Coming Home to Story
Storytelling Beyond Happily Ever After
Geoff Mead
Jessica Kingsley Publishers
London and Philadelphia
Contents
Frontispiece
The old storytellers were the first real explorers and frontierspeople of the abyss. They brought the world within our souls. They made living within and without as one. And I think now, in our age, in the mid-ocean of our days, with certainties collapsing about us and with the dark descending nights ahead - I think that now we need those fictional old bards and fearless storytellers, those seers. We need their magic, their courage, their love and their fire more than ever before. It is precisely in a fractured, broken age that we need mystery and a reawakened sense of wonder. We need them in order to be whole again. We need to be reminded of the primeval terror again. We need to be humble again. We need to go down to the bottom, to the depths of the heart and start to live all over again as we have never lived before.
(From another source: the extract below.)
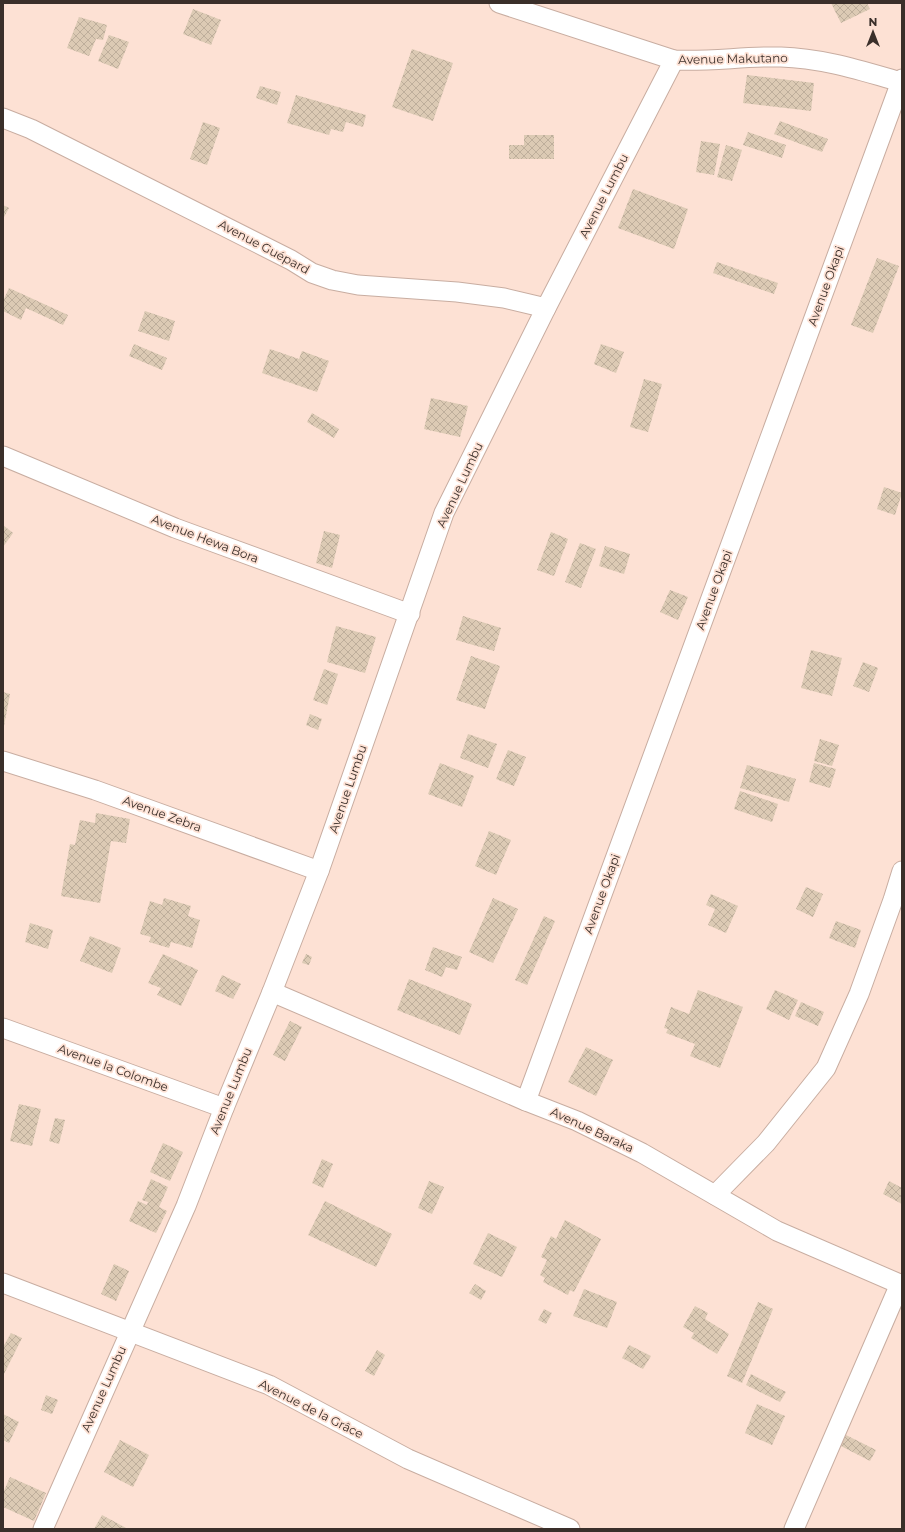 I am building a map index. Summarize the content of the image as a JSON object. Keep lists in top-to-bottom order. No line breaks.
{"streets":{"street":["Avenue Makutano","Avenue Lumbu","Avenue Guépard","Avenue Okapi","Avenue Hewa Bora","Avenue Zebra","Avenue la Colombe","Avenue Baraka","Avenue de la Grâce"]},"crossings":[["Avenue Makutano","Avenue Lumbu"],["Avenue Makutano","Avenue Okapi"],["Avenue Lumbu","Avenue Guépard"],["Avenue Lumbu","Avenue Hewa Bora"],["Avenue Lumbu","Avenue Zebra"],["Avenue Lumbu","Avenue la Colombe"],["Avenue Lumbu","Avenue Baraka"],["Avenue Lumbu","Avenue de la Grâce"],["Avenue Okapi","Avenue Baraka"]],"north":"top"} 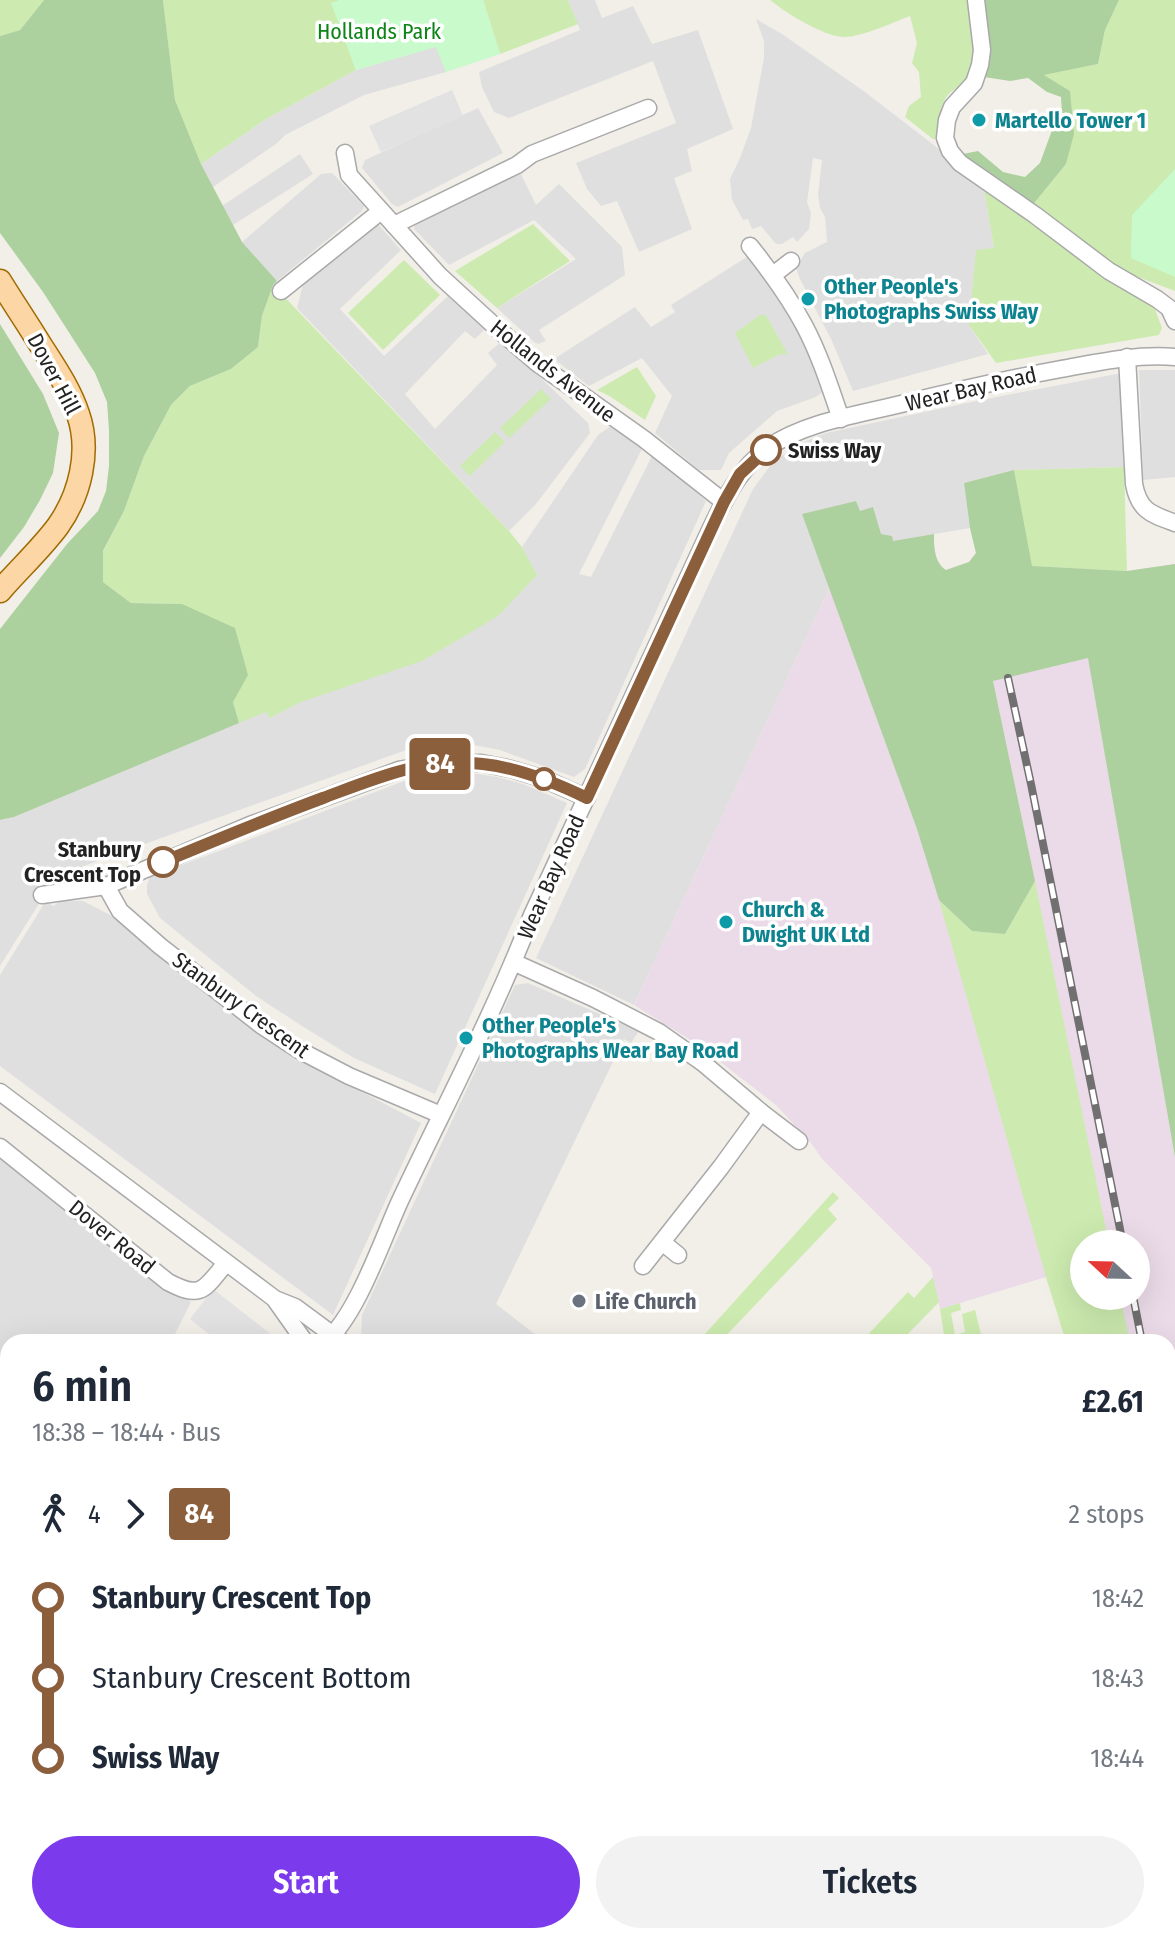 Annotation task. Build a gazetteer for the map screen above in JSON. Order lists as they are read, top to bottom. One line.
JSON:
{"streets":{"main road":["Dover Hill"],"street":["Hollands Avenue","Wear Bay Road","Stanbury Crescent","Dover Road"]},"crossings":[["Hollands Avenue","Wear Bay Road"],["Wear Bay Road","Stanbury Crescent"]],"parks":["Hollands Park"],"places":["Martello Tower 1","Other People's Photographs Swiss Way","Swiss Way","Stanbury Crescent Top","Church & Dwight UK Ltd","Other People's Photographs Wear Bay Road","Life Church"],"lines":["bus line 84"],"north":"left","page":{"on_map":"84","heading":["6 min","18:38 – 18:44 · Bus","£2.61"],"legs":["4","84","2 stops"],"list":[{"name":"Stanbury Crescent Top","value":"18:42"},{"name":"Stanbury Crescent Bottom","value":"18:43"},{"name":"Swiss Way","value":"18:44"}],"buttons":["Start","Tickets"]}} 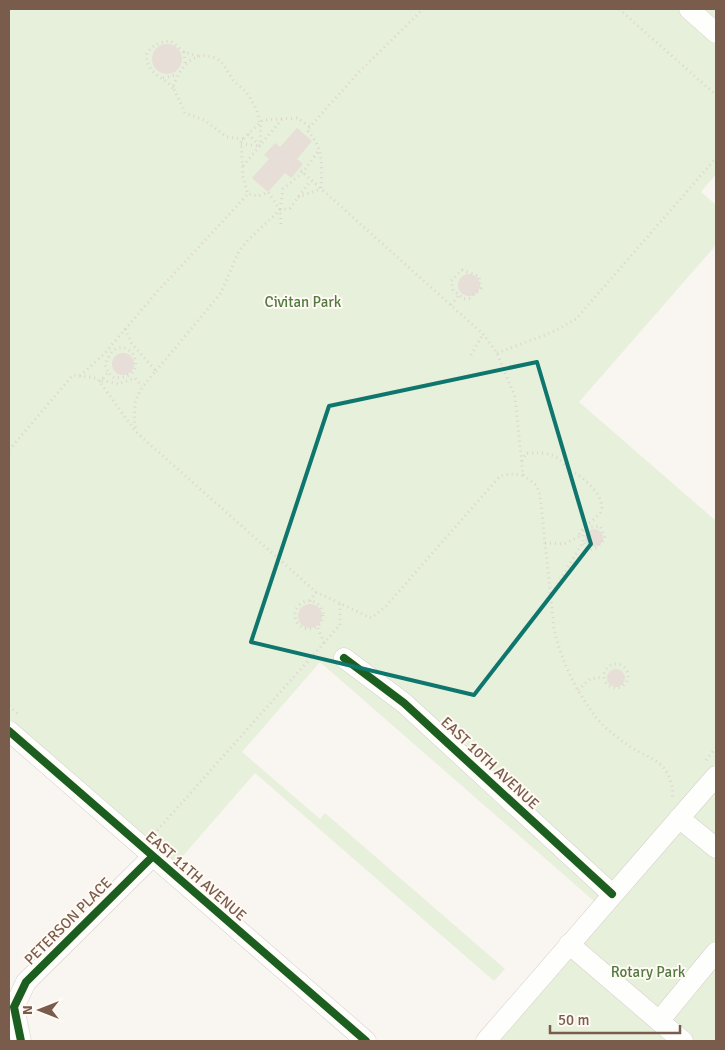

A Way of Being Free, Ben Okri
Prologue
Swimming in the Sea of Stories
Like the proverbial fish that cannot see the water they swim in, we do not notice the medium we dwell within. Unaware that our stories are stories, we experience them as the world.
David Loy
Prologue
Swimming in the Sea of Stories
We humans are storytelling creatures. We spend most of our waking lives exchanging stories and anecdotes - at home, at work, at play. Telling stories is the primary way we make sense of our experience and give significance to our lives. Childrens fables and fairy stories that end happily ever after may represent a popular conception of storytelling but they are only one facet of a universal human phenomenon.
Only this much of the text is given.